Entries provided: Begin

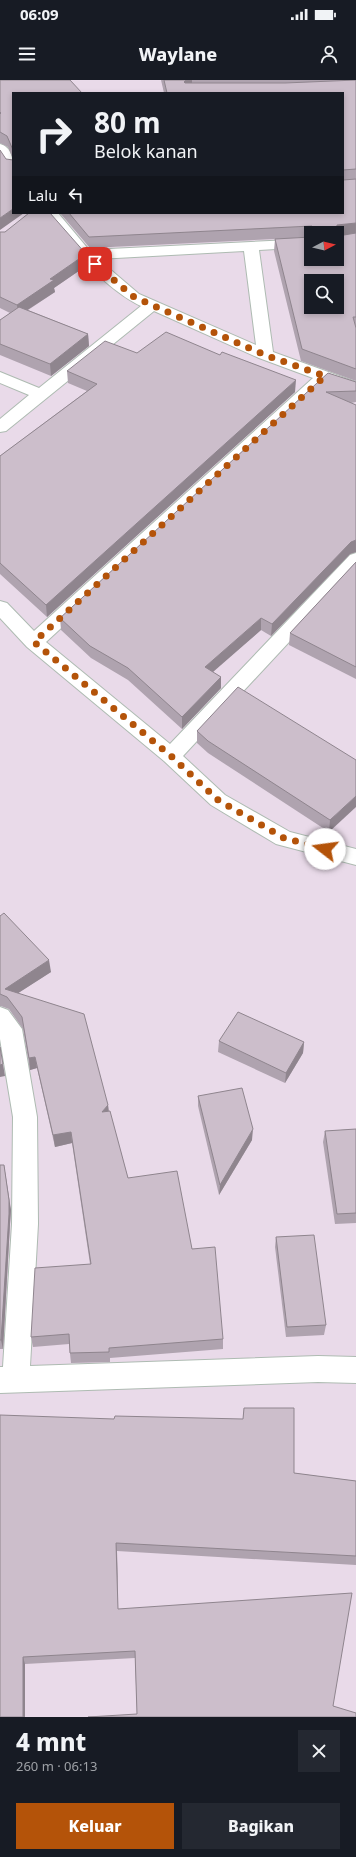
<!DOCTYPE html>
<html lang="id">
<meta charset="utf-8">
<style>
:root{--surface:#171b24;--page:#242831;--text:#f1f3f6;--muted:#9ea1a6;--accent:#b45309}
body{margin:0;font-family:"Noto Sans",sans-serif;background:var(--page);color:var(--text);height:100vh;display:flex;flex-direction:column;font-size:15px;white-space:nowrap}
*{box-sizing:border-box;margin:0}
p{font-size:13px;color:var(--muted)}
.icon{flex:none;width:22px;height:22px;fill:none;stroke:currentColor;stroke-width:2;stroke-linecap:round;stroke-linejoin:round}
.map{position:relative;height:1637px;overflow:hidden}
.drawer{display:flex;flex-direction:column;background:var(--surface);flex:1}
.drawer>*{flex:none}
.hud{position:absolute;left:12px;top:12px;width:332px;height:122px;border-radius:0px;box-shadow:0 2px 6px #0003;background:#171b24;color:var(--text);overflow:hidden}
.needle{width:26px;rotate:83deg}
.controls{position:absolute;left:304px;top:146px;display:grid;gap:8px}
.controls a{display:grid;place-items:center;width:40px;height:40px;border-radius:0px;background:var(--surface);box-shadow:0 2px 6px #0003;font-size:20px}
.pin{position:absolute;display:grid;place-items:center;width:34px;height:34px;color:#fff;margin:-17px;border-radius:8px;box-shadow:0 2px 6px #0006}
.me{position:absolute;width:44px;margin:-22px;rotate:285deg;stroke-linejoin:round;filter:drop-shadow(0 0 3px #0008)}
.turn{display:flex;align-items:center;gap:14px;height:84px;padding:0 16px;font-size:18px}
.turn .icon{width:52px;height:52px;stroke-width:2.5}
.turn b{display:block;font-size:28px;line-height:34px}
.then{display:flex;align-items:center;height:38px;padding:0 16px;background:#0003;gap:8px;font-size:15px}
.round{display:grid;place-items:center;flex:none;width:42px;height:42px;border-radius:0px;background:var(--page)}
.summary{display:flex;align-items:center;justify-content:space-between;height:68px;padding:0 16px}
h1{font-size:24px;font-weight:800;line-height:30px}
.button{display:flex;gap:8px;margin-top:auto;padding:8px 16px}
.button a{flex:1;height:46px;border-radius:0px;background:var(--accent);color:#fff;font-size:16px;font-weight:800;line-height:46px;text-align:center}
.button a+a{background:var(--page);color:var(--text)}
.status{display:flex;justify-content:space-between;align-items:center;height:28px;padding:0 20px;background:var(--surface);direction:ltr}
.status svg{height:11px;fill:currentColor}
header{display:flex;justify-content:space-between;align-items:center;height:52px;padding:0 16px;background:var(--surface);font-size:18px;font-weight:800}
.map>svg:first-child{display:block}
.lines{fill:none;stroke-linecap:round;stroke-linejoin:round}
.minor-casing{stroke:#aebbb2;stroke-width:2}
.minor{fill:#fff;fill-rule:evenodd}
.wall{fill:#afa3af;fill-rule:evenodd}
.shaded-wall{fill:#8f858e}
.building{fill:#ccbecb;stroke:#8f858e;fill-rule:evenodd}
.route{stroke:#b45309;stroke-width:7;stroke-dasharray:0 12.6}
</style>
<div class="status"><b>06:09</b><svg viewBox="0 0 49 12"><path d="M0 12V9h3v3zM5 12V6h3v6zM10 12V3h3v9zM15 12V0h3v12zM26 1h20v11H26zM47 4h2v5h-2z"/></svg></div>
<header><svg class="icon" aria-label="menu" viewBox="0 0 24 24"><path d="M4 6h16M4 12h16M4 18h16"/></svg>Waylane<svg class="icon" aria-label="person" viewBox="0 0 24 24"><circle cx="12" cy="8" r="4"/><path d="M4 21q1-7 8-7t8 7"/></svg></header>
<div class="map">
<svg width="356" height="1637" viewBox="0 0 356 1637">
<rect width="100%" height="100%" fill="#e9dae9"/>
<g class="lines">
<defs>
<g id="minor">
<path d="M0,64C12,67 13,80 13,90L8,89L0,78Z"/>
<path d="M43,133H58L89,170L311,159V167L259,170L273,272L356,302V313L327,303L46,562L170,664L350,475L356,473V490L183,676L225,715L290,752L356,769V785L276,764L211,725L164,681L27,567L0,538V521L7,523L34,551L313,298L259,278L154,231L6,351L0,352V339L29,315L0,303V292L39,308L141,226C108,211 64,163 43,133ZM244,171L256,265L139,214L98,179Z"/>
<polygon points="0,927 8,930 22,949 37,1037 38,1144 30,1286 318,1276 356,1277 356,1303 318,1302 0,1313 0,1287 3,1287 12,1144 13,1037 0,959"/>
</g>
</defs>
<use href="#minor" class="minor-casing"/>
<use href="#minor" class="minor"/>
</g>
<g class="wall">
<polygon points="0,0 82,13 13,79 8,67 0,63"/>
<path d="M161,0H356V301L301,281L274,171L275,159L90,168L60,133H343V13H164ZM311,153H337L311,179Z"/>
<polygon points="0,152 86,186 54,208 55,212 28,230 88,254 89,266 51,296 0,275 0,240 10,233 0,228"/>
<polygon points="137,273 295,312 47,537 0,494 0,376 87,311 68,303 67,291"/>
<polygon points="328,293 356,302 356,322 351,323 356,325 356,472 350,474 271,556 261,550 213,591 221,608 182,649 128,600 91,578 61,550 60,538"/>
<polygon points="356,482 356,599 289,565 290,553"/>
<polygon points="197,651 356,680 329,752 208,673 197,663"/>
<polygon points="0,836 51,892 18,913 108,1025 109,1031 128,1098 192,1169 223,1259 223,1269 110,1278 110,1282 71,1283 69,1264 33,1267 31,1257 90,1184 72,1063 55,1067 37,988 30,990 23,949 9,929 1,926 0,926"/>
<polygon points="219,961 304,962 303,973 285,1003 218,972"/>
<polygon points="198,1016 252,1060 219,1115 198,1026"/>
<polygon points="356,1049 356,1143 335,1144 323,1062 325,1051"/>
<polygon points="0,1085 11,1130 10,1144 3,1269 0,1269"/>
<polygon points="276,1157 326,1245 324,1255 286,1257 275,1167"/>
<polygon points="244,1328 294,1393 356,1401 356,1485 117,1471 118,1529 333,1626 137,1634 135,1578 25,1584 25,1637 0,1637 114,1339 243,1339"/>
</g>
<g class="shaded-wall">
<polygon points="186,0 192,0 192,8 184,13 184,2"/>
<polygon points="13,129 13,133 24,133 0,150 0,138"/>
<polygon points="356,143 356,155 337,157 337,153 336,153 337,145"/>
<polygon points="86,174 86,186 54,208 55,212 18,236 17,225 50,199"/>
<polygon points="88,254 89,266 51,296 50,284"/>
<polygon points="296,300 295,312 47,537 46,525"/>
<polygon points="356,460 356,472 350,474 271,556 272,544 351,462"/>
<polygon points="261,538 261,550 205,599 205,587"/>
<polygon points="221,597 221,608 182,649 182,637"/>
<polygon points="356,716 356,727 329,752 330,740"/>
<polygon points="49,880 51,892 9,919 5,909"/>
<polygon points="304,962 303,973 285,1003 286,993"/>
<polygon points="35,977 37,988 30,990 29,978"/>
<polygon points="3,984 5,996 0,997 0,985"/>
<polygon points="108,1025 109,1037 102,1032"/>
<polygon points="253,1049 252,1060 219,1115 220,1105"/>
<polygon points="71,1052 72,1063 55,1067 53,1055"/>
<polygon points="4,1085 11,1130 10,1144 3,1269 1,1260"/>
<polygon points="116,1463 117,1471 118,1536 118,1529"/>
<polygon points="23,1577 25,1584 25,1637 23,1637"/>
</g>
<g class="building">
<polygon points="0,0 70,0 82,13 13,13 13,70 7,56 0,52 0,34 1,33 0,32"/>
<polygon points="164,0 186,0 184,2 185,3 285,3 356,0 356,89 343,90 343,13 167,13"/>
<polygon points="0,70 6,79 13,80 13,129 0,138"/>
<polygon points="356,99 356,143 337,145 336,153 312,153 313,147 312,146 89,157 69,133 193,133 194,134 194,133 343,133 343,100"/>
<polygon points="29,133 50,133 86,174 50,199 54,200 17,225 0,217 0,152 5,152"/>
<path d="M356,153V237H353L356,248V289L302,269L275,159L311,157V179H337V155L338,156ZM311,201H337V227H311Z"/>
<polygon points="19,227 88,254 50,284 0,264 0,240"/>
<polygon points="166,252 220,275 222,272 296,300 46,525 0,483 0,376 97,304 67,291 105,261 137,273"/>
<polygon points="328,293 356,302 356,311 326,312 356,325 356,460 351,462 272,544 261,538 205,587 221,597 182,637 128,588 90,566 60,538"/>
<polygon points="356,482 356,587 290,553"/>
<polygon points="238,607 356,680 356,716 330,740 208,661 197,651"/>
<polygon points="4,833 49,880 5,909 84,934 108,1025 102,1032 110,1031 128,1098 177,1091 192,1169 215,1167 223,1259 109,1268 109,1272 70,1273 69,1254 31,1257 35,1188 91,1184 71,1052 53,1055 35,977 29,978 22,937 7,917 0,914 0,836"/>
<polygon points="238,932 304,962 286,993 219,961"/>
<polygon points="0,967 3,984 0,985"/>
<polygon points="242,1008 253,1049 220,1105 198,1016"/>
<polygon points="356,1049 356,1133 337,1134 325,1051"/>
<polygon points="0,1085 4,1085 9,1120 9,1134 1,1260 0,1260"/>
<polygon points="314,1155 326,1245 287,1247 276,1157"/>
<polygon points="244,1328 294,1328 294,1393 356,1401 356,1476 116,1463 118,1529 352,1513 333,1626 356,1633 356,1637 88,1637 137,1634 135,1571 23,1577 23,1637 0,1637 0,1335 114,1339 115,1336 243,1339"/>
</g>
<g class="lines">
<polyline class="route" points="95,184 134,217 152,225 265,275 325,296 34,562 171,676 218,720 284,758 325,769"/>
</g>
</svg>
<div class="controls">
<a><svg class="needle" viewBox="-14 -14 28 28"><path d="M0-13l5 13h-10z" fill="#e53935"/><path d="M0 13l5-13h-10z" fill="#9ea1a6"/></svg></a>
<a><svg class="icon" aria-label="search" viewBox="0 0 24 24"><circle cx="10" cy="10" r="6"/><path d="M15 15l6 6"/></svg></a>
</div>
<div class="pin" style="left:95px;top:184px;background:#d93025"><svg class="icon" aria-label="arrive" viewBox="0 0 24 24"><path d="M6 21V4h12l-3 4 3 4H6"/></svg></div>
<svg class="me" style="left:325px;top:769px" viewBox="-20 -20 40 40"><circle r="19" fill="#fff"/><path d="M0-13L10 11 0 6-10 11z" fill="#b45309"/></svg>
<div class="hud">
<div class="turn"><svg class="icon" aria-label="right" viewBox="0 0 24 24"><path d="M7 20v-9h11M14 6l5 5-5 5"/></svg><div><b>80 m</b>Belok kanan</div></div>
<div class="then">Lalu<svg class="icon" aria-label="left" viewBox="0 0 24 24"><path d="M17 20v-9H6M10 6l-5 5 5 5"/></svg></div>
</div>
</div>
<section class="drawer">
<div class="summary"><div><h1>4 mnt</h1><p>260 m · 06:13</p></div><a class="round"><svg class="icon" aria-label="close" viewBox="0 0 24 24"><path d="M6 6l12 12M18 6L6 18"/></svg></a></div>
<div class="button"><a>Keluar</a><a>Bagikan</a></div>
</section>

Entries provided: End
Entries provided: Begin

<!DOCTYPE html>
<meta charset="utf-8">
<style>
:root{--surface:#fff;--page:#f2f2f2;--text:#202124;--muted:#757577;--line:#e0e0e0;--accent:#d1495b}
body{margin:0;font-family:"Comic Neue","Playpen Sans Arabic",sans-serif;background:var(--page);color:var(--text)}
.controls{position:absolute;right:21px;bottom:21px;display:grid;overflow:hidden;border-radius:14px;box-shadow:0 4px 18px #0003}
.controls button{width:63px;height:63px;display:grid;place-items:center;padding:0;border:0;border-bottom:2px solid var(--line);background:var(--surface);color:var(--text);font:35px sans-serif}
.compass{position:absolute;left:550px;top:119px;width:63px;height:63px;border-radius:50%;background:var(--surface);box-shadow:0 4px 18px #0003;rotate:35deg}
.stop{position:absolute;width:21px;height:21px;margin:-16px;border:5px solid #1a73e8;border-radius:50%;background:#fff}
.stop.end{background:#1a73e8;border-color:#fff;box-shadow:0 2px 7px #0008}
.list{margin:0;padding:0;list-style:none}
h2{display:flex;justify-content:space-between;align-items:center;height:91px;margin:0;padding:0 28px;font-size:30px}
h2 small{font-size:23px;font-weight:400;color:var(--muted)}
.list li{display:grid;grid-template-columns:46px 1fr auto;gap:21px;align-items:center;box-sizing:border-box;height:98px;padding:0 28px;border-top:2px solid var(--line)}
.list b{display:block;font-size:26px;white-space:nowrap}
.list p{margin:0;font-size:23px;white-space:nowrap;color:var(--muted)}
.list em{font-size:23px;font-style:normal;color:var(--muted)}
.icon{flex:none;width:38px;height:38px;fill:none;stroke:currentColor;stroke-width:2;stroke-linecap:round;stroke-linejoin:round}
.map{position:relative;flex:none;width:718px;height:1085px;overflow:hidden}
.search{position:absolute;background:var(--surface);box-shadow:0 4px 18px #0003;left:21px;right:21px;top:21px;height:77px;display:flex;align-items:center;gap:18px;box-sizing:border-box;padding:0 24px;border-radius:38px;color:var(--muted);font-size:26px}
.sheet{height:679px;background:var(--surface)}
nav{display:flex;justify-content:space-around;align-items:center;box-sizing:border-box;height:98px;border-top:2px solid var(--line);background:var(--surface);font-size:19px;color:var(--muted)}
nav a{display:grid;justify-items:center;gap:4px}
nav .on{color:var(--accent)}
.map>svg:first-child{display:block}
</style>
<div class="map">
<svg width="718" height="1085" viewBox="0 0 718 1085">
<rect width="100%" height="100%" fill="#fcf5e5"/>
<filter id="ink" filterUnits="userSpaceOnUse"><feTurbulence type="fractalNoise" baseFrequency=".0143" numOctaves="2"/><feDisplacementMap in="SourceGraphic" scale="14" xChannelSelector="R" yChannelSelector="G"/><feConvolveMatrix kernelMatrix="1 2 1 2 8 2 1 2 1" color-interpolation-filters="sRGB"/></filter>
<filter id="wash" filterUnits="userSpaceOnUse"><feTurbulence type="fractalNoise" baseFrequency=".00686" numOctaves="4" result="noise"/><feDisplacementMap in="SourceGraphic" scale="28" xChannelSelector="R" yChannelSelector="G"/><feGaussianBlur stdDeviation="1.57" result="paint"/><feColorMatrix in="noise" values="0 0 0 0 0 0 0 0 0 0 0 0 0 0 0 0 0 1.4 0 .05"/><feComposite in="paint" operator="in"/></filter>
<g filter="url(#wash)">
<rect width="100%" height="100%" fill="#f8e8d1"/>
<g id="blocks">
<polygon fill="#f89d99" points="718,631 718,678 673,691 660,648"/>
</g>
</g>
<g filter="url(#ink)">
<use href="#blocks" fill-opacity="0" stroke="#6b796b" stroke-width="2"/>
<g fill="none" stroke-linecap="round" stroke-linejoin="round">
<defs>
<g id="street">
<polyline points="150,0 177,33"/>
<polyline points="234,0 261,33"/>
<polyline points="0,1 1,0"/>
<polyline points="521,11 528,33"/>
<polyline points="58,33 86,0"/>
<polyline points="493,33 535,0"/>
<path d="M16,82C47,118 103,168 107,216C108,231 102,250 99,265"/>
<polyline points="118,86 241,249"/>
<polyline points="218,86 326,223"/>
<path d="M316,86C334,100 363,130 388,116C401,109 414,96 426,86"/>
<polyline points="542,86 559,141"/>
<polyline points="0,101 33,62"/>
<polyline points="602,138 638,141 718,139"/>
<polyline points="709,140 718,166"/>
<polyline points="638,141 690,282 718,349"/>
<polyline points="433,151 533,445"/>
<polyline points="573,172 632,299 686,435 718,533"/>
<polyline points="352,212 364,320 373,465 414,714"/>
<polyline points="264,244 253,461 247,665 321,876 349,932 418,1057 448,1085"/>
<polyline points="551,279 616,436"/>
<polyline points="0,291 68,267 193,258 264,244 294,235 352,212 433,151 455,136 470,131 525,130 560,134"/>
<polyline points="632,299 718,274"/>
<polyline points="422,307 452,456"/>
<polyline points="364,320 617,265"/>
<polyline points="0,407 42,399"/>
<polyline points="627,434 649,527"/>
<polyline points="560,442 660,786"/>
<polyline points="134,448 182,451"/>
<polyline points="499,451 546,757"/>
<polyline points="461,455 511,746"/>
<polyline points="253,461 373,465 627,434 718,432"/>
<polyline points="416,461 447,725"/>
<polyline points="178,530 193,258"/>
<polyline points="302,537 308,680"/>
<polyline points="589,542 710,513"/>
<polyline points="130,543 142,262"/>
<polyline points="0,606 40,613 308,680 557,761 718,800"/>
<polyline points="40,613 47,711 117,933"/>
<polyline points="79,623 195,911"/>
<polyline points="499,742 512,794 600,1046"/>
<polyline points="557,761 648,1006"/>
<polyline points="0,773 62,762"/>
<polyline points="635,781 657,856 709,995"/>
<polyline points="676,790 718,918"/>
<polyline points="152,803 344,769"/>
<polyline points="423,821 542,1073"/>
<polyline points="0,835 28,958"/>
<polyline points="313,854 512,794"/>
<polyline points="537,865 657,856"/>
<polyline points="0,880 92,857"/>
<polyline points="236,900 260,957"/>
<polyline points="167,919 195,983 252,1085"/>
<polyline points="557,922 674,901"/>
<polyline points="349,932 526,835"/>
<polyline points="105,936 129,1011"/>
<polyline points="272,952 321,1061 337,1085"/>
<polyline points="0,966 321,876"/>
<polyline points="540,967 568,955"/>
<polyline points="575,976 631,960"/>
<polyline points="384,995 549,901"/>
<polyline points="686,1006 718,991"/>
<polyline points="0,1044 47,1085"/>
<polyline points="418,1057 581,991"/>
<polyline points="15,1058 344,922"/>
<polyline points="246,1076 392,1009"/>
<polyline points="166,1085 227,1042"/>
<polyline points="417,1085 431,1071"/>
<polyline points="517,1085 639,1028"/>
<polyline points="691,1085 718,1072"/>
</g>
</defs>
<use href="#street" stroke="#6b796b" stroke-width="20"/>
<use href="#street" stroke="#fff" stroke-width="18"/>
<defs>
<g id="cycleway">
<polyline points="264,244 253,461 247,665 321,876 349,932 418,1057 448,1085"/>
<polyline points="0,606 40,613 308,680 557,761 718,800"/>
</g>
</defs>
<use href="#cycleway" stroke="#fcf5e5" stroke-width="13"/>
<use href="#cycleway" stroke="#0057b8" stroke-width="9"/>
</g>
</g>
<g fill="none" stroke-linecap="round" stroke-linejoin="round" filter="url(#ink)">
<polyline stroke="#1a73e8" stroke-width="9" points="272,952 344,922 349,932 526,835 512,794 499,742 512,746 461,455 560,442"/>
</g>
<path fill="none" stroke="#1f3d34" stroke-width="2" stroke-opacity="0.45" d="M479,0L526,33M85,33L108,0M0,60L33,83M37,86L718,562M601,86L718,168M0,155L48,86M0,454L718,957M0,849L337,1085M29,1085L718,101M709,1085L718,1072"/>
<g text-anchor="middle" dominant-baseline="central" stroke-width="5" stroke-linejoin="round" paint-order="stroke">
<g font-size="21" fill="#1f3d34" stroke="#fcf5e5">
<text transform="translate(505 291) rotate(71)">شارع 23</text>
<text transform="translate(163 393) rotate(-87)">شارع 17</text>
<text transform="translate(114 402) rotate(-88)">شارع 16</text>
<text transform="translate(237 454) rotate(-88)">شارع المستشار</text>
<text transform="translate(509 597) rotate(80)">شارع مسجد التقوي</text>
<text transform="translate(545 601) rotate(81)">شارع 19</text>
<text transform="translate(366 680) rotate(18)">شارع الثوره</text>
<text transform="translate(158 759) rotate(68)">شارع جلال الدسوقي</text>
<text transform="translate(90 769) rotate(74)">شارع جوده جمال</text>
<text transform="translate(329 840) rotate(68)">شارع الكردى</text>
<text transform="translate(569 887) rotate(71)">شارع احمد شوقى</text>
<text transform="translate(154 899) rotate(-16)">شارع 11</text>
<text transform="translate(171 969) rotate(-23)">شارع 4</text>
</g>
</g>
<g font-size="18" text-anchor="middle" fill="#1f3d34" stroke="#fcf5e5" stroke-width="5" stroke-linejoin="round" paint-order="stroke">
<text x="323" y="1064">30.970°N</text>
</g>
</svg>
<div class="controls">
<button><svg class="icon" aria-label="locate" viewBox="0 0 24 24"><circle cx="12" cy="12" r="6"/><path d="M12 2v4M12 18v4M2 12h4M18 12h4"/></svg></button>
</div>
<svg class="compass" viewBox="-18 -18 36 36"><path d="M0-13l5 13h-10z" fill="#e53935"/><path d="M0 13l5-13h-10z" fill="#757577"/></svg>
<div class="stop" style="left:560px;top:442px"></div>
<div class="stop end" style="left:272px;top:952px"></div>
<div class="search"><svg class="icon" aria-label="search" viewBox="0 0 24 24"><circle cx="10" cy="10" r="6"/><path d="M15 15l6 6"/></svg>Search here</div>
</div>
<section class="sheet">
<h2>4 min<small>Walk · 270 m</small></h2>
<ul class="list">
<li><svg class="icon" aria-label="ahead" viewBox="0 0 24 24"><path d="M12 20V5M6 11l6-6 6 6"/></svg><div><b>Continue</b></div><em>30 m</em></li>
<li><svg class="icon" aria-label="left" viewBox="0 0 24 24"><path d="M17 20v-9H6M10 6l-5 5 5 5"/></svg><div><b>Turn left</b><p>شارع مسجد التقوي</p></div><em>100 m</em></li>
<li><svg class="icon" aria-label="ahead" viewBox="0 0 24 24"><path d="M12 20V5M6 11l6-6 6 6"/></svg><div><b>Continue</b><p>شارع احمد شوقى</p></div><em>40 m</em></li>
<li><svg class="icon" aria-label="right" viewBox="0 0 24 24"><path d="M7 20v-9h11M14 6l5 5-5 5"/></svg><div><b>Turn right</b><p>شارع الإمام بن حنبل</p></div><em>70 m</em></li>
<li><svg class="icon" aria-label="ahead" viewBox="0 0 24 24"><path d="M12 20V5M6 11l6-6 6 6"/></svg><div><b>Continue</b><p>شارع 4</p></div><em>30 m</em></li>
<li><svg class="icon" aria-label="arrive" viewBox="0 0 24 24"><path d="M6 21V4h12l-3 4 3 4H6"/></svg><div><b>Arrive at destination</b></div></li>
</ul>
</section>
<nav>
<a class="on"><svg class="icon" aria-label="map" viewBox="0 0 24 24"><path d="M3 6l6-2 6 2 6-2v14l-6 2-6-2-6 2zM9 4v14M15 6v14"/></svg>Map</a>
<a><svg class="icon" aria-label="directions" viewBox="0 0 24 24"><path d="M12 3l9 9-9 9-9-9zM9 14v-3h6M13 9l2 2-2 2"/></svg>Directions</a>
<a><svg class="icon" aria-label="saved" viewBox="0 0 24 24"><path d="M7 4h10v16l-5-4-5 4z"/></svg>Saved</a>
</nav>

Entries provided: End

*What needs to be done*
Please report the number of lines in the listing that include "SourceGraphic", and add nothing to it.

*Exercise output*
2